El antiguo pacto consistía en un conjunto de reglas que decían: “Si haces esto o aquello, Dios te dará vida, pero si no lo haces, perderás la bendición de Dios”. Por supuesto, la gente se sentía constantemente corta del estándar de Dios porque su ley era santa, y como resultado, sus vidas eran perseguidas por la culpa y la desesperación. Sin embargo, cuando Dios nos dio su Nuevo Pacto, él no estableció un nuevo sistema con un nuevo conjunto de reglas. En lugar de ello, él nos envió a una persona.
El Antiguo Pacto de Dios no necesitaba ser cambiado de ninguna manera porque Jesús mismo vino como el pacto, ¡la bendición de la gracia! Siendo él, la personificación del Nuevo Pacto, nos muestra nuestra incapacidad para guardar la ley de Dios; de hecho, su primer acto ministerial en la tierra fue hacer que la ley de Dios fuera aún más difícil para nosotros. Él lo hizo para mostrarnos que nunca podríamos lograrlo sin su gracia y poder.

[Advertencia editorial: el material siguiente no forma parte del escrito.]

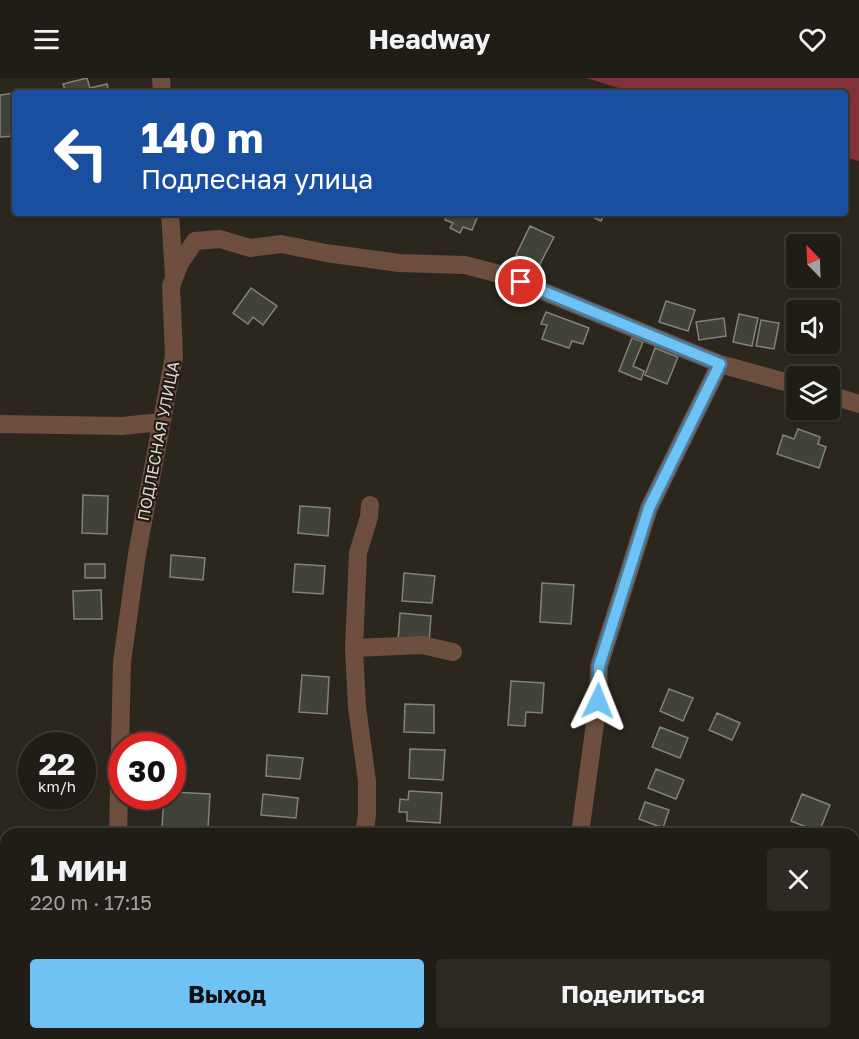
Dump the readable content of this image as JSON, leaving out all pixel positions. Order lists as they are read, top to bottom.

En lo que comúnmente se conoce como El Sermón del Monte, Jesús habló sobre el mandamiento de no cometer homicidio: “Cualquiera que se enoje contra su hermano, será culpable de juicio” (Mateo 5:22). Él hizo lo mismo con respecto al adulterio: “Cualquiera que mira a una mujer para codiciarla, ya adulteró con ella en su corazón” (5:28). Pero en este mismo sermón explicó lo que significa caminar como sus seguidores y vivir una vida de bendición y victoria.
Bajo el Nuevo Pacto, la ley de Dios ya no era un estándar externo por el cual luchar. En lugar de ello, su ley estaría escrita en nuestros corazones, a través del Espíritu Santo: “El amor de Dios ha sido derramado en nuestros corazones por el Espíritu Santo que nos fue dado” (Romanos 5:5). Estamos llenos del Espíritu Santo, la vida misma de Dios; y gracias a su gran dádiva, podemos vivir para él sin culpa ni vergüenza.